Return.
Translated by Ash; Proofread by M
Owen: “Hey. It feels like stuff is gonna start getting boring from here, so I’m hanging up now.”
Snow: “Hanging up? Whatever are you talking about?”
Heathcliff: “…Ah. There’s a phone over there.”
Heathcliff pointed towards a small desk that had been tucked away in the far corner of the room.

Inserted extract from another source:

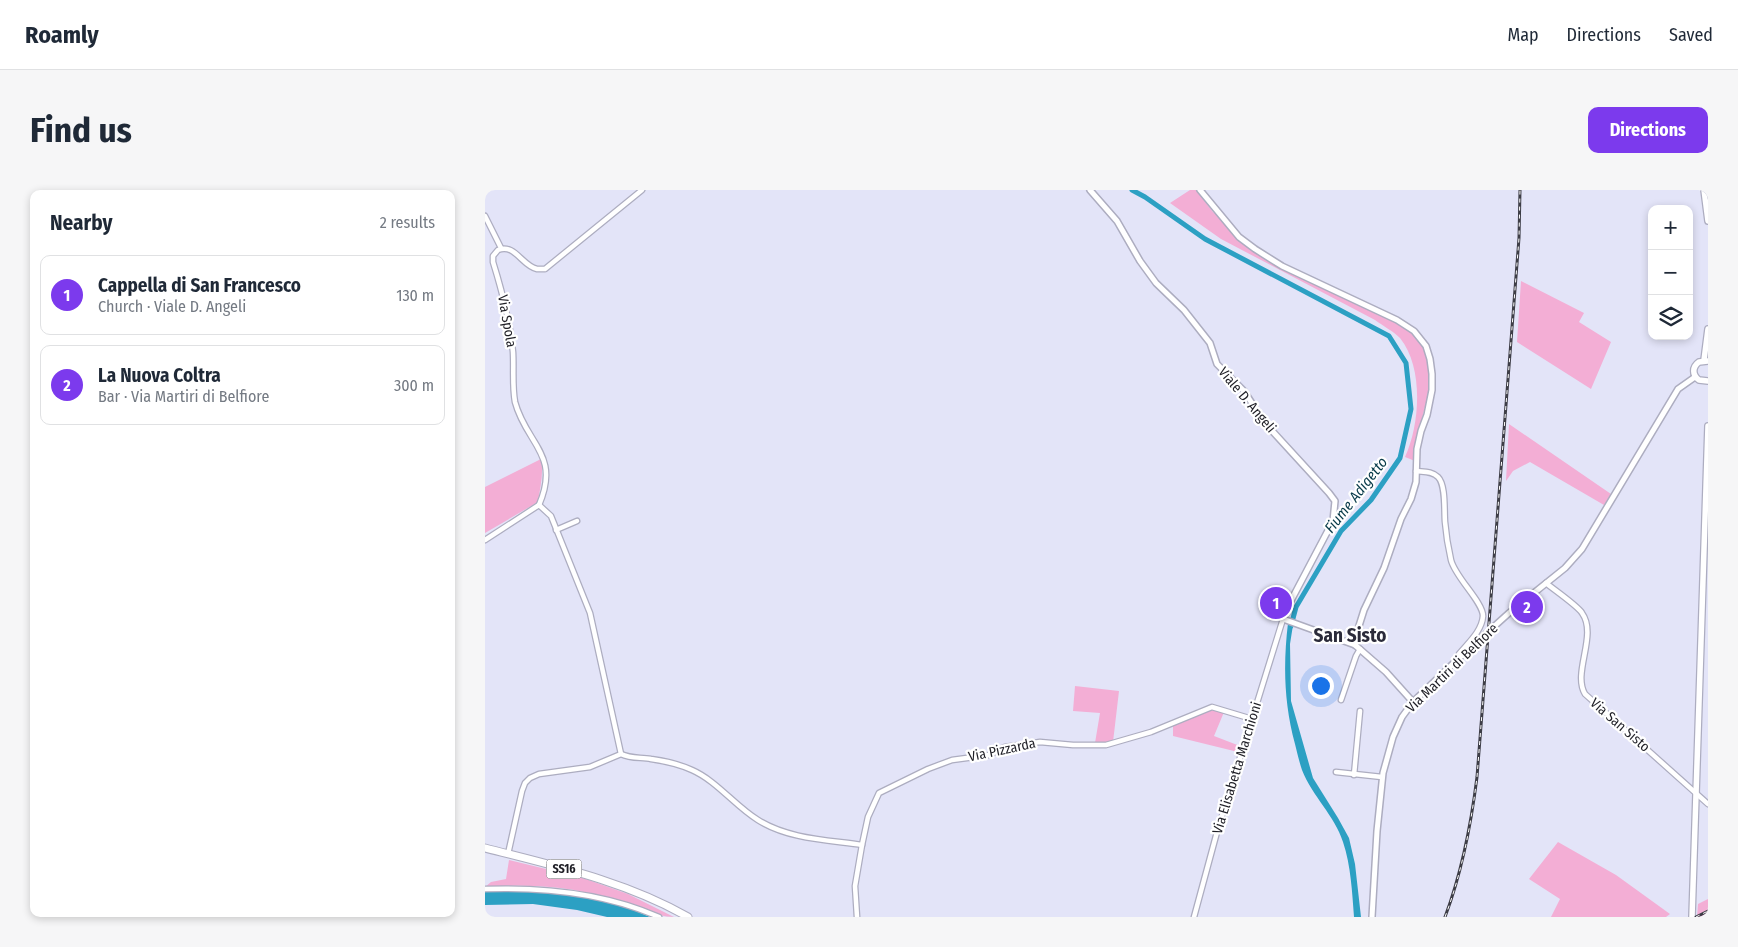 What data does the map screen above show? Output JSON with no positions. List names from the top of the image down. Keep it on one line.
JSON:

Akira: “Is there someone on the other end of the line…? Who?”
Owen: “What, you really can’t make a single guess?”
Owen: “Maybe I just wanted to get revenge on the guy who tampered with my body without getting my permission first — all by forcing him to listen to the sound of his old friend’s voice as it trembled with distress.”
Speaking to us as though we were merely toys he’d grown tired of playing with, Owen then walked right out of the room.
Shylock: “…It couldn’t be…”
His face quickly changing colour, Shylock rushed over to the desk and picked up the receiver.
Shylock: “Murr. Is that you?”
Intelligent-Sounding Man: “Hi there, Shylock.”
Intelligent-Sounding Man: “Even a magician who reveals the secrets behind his tricks needs to go about it a certain way, wouldn’t you agree? And now you know everything I still had yet to tell you.”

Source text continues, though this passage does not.